I am trying to join two datasets based on variables office_id and office_id_flag, each with 50,000 observations.
data1 variables
- grp
- age
- hispanic
- id
- race
- sex
- mental_ill
- mental_ill_dx
- office_id
- office_id_flag
data2 variables
- er_vis
- adm_hr
- psych_hosp
- psych_vis
- region
- region_rpc
- charges
- office_id
- office_id_flag
I first tried this in data step merge procedure because I know how that works, and the resulting dataset had 50,000 observations and 17 variables, which makes sense to me. Merge code:
proc sort data=data1; by office_id; run;
proc sort data=data2; by office_id; run;
data work.merge_datastep;
merge data1 (in=dem) data2 (in=hosp);
by office_id;
if dem and hosp;
run;
*53000 observations and 17 variables;
I've tried so many SQL merge types and each one produces a dataset with 56000 observations and 17 variables, which doesn't make sense.
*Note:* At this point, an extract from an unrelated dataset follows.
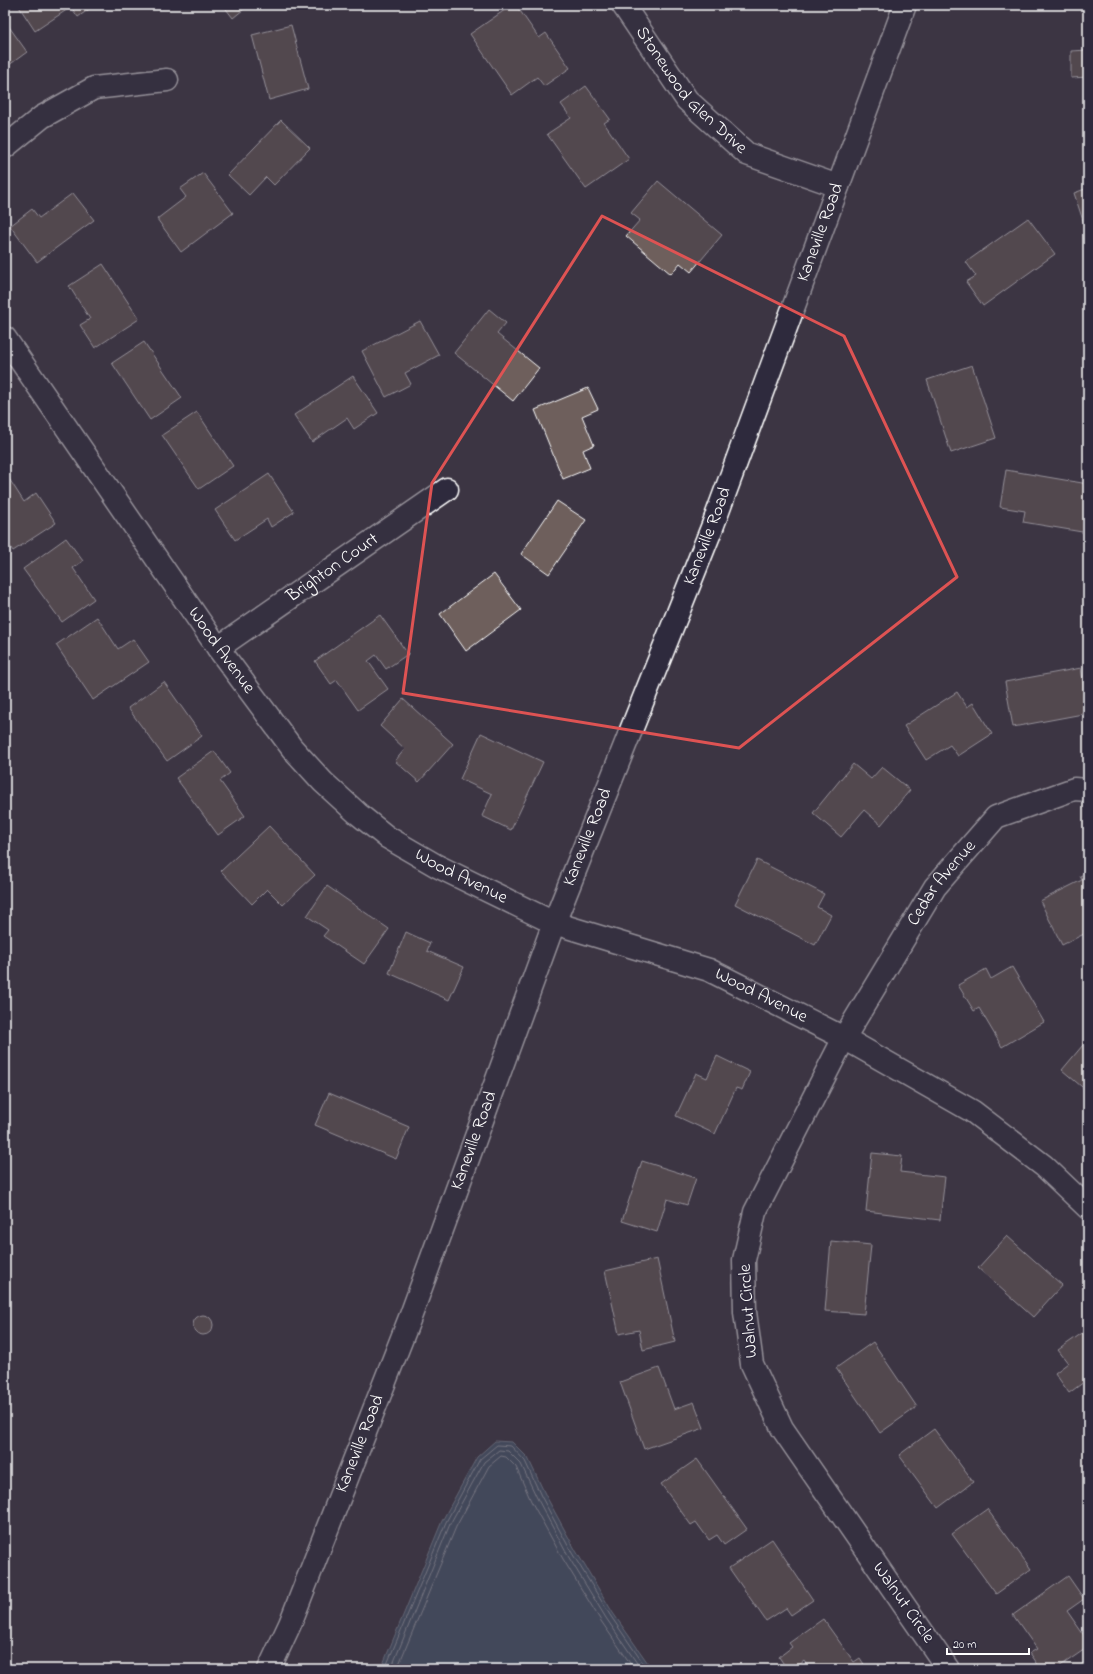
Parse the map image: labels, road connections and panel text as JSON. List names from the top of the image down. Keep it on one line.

Here's what I've tried in SQL:
proc sql;
create table sql_outerjoin as
select *
from data1 full outer join data2 on data1.office_id=data2.office_id;
quit;
proc sql;
create table sql_leftjoin as
select * from data1 left outer join data2 on data1.office_id=data2.office_id;
quit;
proc sql;
create table work.sql_innerjoin as
select data1.*, data2.*
from work.data1, work.data2
where data1.office_id=data2.office_id;
quit;
proc sql ;
create table sql_try1 as
select one.*, two.*
from data1 as one
left join data2 as two
on (one.office_id = two.office_id and one.office_id_flag= two.office_id_flag);
quit;
proc sql;
create table sql_try3 as
select coalesce(a.office_id, b.office_id) as ID
from data1 a
full join data2 b
on a.ID = b.ID;
quit;
proc sql;
create table sparcs_1 as
select *
from data1, data2
where data1.office_id=data2.office_id;
quit;
proc sql;
create table work.sql_leftjoin2 as
select s.*, d.*
from work.data1 as s left join work.data2 as d
on s.office_id=d.office_id;
quit;
Additionally, every one of these proc sql tries has resulted in these errors:
- WARNING: Variable office_id already exists on file WORK.whatever_table_name.
- WARNING: Variable office_id_flag already exists on file WORK.whatever_table_name.
I'd like the final result to be identical to the datastep merge procedure and have all variables and 50,000 observations, matched on office_id and office_id_flag.
I'm out of my depth and am obviously shooting in the dark with this. Does anyone have any suggestions?